Segment Start: RECORDS SUPPLIED
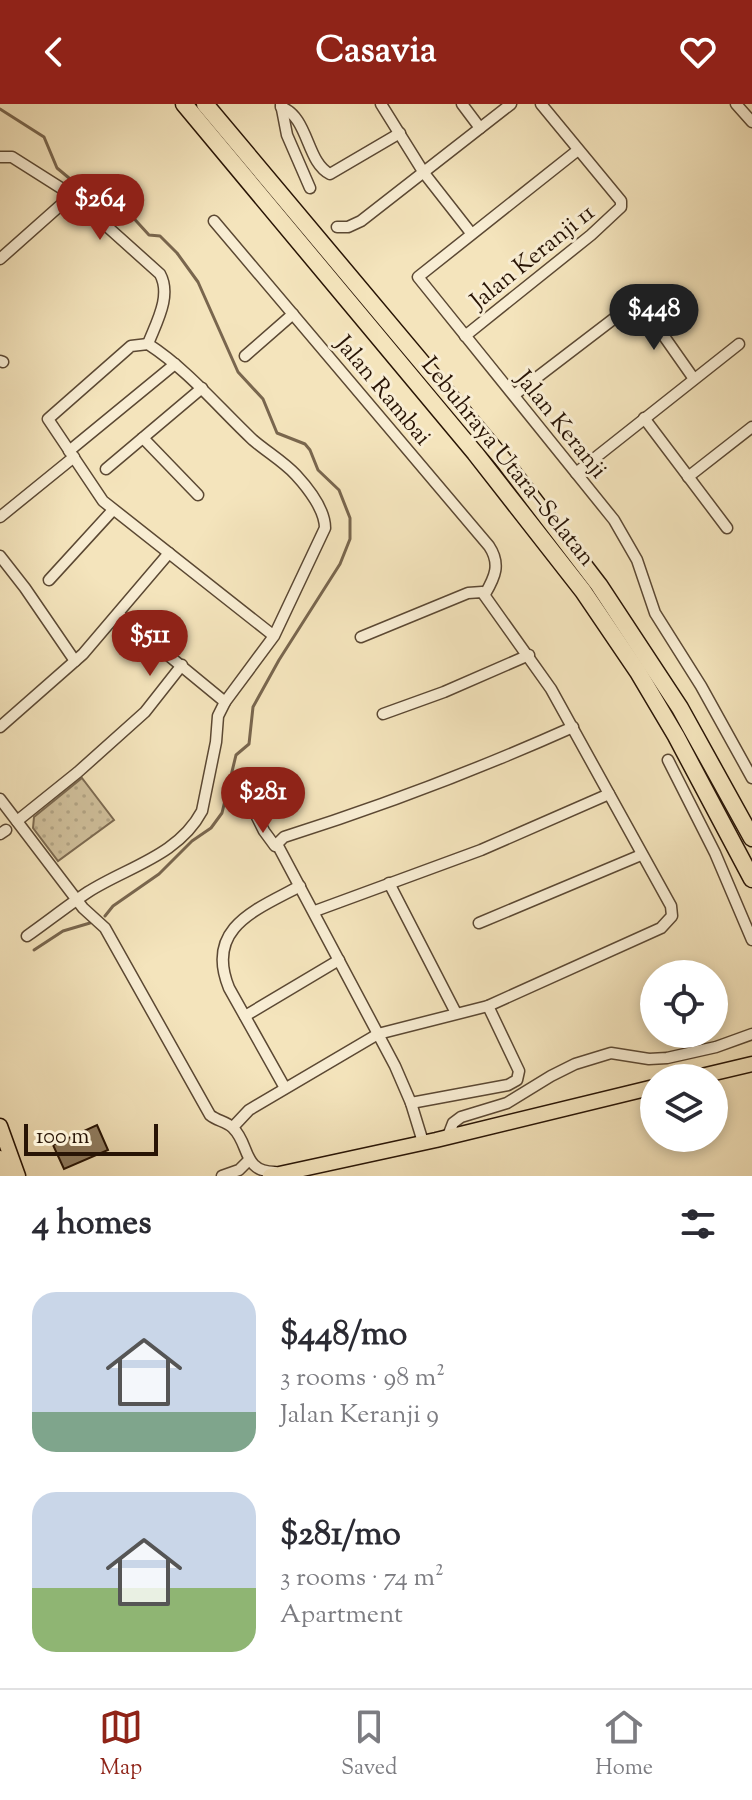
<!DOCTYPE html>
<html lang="en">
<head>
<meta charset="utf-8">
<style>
  body { margin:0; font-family:"Sorts Mill Goudy",serif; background:#f2f2f3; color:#2b2b33; height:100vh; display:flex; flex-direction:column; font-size:30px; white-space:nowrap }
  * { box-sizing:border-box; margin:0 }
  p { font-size:26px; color:#7c7c81 }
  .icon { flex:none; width:44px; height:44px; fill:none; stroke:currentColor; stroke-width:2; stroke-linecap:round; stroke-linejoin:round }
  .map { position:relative; height:1072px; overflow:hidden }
  .panel { display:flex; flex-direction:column; background:#fff; flex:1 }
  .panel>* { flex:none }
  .fabs { position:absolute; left:640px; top:856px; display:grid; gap:16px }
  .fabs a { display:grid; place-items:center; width:88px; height:88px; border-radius:50%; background:#fff; box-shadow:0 4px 12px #0003; font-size:40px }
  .scale { position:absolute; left:24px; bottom:20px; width:134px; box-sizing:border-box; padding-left:8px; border:4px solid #281405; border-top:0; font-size:22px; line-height:28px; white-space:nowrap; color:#281405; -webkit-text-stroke:6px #f8edd3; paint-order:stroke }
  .price { position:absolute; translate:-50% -68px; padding:0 18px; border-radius:28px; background:#8f2418; color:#fff; font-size:26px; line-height:52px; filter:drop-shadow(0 2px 4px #0008) }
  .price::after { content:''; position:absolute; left:50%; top:48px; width:24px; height:18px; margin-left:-12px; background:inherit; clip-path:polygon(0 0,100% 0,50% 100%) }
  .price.active { background:#222; color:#fff }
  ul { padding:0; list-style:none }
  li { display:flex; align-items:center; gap:24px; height:200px; padding:0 32px }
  li span { display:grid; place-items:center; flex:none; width:224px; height:160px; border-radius:24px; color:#555 }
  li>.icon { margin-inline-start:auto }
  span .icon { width:96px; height:96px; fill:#fffc; stroke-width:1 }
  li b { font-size:34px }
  h2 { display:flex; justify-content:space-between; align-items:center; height:96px; padding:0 32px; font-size:34px }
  header { display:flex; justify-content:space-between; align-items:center; height:104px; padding:0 32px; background:#8f2418; color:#fff; font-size:36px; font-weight:800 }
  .tab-bar { display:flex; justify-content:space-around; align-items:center; height:112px; border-top:2px solid #e1e1e2; background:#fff; font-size:22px; color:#7c7c81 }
  .tab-bar a { display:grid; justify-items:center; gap:4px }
  .tab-bar .active { color:#8f2418 }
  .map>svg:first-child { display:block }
  .park { fill:url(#park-dots); stroke:#7c6a51; stroke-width:2 }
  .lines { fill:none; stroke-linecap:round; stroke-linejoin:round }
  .stream { stroke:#79664e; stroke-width:3 }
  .building { fill:#928064; stroke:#281405; stroke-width:2 }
  .minor-casing { stroke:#5b4833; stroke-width:13 }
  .major-casing { stroke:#281405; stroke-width:17 }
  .highway-casing { stroke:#281405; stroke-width:19 }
  .minor { stroke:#f8edd3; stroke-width:10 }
  .major { stroke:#f4e4bc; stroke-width:14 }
  .highway { stroke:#f4e4bc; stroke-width:16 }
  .labels { text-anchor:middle; stroke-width:6; stroke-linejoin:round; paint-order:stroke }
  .street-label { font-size:24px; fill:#281405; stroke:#f8edd3 }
</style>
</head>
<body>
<header><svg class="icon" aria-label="back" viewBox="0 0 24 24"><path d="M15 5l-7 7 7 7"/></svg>Casavia<svg class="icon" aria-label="heart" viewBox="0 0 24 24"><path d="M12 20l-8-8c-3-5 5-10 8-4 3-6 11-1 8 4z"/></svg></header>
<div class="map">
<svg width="752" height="1072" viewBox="0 0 752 1072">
  <defs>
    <pattern id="park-dots" width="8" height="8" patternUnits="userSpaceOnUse" patternTransform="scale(2)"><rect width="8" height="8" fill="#d1c19d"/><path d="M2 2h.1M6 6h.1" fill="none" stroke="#b3a586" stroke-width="1.8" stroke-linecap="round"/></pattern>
  </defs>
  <rect width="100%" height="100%" fill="#f4e4bc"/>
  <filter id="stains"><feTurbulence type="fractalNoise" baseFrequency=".0025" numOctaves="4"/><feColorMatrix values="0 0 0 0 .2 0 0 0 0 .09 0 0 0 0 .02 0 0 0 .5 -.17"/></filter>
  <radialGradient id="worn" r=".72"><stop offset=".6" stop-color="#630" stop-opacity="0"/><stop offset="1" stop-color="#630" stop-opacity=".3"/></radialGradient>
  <path class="park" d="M82,674L114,716L58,757L33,724L34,713Z"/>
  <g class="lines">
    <g class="stream">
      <path d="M0,5L44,33L57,64L69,74L101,89L128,108L149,131L160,132L177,149L198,178L238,268L263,295L277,329L305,340L310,346L318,366L339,386L350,414V435L340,460L279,556L253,603L249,640L236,651L222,709L211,724L192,737L159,770L113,802L105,812"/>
      <path d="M34,846L63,827L90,819"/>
    </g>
  </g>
  <path class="building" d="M97,1021L108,1046L64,1065L53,1041Z"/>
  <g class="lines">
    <g class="minor-casing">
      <g id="minor">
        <path d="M281,0L287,31L310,84"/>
        <path d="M381,0L424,69L471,129"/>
        <path d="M462,0L480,24"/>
        <path d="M736,0L752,18"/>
        <path d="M281,3C309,13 306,58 330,70L400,29"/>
        <path d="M578,46L418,173L614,416L637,456L655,509L701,582L752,674"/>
        <path d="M0,53H12L72,91L160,170C172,192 156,219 148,240"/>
        <path d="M214,117L489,442C501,460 495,473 485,490"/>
        <path d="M337,123H348L361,117L511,0"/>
        <path d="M0,155L72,91"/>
        <path d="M465,232L591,131L621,103V97L541,0"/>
        <path d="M245,252L293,210"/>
        <path d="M0,257L3,258"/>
        <path d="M514,291L633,200L642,201L694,275"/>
        <path d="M644,314L727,424"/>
        <path d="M143,334L198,391"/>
        <path d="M69,347L175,260"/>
        <path d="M106,365L202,284"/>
        <path d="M576,369L739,240"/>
        <path d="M688,373L752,323"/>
        <path d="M0,413L74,353"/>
        <path d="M0,452L25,484L75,557"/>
        <path d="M49,476L113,406"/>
        <path d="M118,510L225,598"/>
        <path d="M383,610L444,588L529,551"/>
        <path d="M0,623L83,550L169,449"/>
        <path d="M668,656L715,749L752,836"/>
        <path d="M247,693L264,727L275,742L277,740"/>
        <path d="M0,695L83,804L105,824L210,1011C217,1017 226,1017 233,1024C250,1040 242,1068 275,1068"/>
        <path d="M17,717L78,668L145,608L182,561"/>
        <path d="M0,730L6,726"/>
        <path d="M389,779L456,909"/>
        <path d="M315,807L481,746L609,690"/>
        <path d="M479,819L641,751"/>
        <path d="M27,832C47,818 67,802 88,788C127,763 178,752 202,707L216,638L218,612L225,598L274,532L325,424C325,406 308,384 296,371C284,358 267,348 253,336C218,303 188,266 148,240L131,242L48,315L103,397L274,532"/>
        <path d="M245,912L339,856"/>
        <path d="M285,984L229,884C204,823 258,805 300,782"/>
        <path d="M411,999L508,981L517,976L519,967L488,902"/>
        <path d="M233,1023L249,1006L378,930L488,902L661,824L672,812L671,802L551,585L482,488L468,489L361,533"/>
        <path d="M448,1032L453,1019L461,1013L507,999L551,972L575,960L611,949L649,955L667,954L716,943L752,930"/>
        <path d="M423,1038L411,999L395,962L277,740L284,733C382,702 479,665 573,623"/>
        <path d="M222,1072L239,1066L249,1056"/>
      </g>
    </g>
    <g class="major-casing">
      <g id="major">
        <path d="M693,974L752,960"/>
        <path d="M0,1022L18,1072"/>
        <path d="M0,1054L6,1072"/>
        <path d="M270,1072L436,1036L654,983"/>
      </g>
    </g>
    <g class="highway-casing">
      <g id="highway">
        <path d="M184,0L475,349L583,487L638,568L676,632L752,775"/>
        <path d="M205,0L501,353L599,481L680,604L752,734"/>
      </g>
    </g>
    <use href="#minor" class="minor"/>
    <use href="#major" class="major"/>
    <use href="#highway" class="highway"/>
  </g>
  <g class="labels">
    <g class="street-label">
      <text transform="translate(532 152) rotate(-39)" y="8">Jalan Keranji 11</text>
      <text transform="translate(384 286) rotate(50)" y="8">Jalan Rambai</text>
      <text transform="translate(562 320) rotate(51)" y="8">Jalan Keranji</text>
      <text transform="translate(509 357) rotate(51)" y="8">Lebuhraya Utara–Selatan</text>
    </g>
  </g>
  <rect width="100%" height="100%" filter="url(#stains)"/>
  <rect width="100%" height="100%" fill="url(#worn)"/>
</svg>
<div class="fabs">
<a><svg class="icon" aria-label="locate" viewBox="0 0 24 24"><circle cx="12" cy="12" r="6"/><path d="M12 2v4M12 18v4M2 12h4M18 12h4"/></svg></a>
<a><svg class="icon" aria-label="layers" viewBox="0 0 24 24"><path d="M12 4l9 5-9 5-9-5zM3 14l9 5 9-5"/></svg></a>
</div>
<div class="scale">100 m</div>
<b class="price" style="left:100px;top:138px">$264</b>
<b class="price active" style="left:654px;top:248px">$448</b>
<b class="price" style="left:150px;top:574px">$511</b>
<b class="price" style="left:263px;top:731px">$281</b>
</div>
<section class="panel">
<h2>4 homes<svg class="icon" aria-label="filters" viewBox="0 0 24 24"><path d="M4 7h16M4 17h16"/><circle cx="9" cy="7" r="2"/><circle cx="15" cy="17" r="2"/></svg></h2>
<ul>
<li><span style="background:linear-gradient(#c9d6e8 75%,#7fa58c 0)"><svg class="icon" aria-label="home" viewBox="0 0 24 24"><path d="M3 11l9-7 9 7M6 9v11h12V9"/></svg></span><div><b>$448/mo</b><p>3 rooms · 98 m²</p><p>Jalan Keranji 9</p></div></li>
<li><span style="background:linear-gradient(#c9d6e8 60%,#8fb573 0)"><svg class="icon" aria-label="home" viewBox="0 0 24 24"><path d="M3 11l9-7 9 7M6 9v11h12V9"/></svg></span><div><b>$281/mo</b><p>3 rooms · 74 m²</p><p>Apartment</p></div></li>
</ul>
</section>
<nav class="tab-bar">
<a class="active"><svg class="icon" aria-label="map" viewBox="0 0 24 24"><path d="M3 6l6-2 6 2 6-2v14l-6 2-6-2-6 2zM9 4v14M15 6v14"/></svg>Map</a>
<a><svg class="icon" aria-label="saved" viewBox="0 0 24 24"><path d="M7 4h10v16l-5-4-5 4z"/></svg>Saved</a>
<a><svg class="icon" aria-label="home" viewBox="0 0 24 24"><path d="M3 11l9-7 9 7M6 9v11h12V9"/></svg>Home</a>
</nav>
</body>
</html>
Segment End: RECORDS SUPPLIED
All lines above between those holding "fill:none; stroke-linecap:round; stroke-linejoin:round" and "0 0 0 0 .09", inclusive, must be set down unchanged, and no other line may be included.

  .lines { fill:none; stroke-linecap:round; stroke-linejoin:round }
  .stream { stroke:#79664e; stroke-width:3 }
  .building { fill:#928064; stroke:#281405; stroke-width:2 }
  .minor-casing { stroke:#5b4833; stroke-width:13 }
  .major-casing { stroke:#281405; stroke-width:17 }
  .highway-casing { stroke:#281405; stroke-width:19 }
  .minor { stroke:#f8edd3; stroke-width:10 }
  .major { stroke:#f4e4bc; stroke-width:14 }
  .highway { stroke:#f4e4bc; stroke-width:16 }
  .labels { text-anchor:middle; stroke-width:6; stroke-linejoin:round; paint-order:stroke }
  .street-label { font-size:24px; fill:#281405; stroke:#f8edd3 }
</style>
</head>
<body>
<header><svg class="icon" aria-label="back" viewBox="0 0 24 24"><path d="M15 5l-7 7 7 7"/></svg>Casavia<svg class="icon" aria-label="heart" viewBox="0 0 24 24"><path d="M12 20l-8-8c-3-5 5-10 8-4 3-6 11-1 8 4z"/></svg></header>
<div class="map">
<svg width="752" height="1072" viewBox="0 0 752 1072">
  <defs>
    <pattern id="park-dots" width="8" height="8" patternUnits="userSpaceOnUse" patternTransform="scale(2)"><rect width="8" height="8" fill="#d1c19d"/><path d="M2 2h.1M6 6h.1" fill="none" stroke="#b3a586" stroke-width="1.8" stroke-linecap="round"/></pattern>
  </defs>
  <rect width="100%" height="100%" fill="#f4e4bc"/>
  <filter id="stains"><feTurbulence type="fractalNoise" baseFrequency=".0025" numOctaves="4"/><feColorMatrix values="0 0 0 0 .2 0 0 0 0 .09 0 0 0 0 .02 0 0 0 .5 -.17"/></filter>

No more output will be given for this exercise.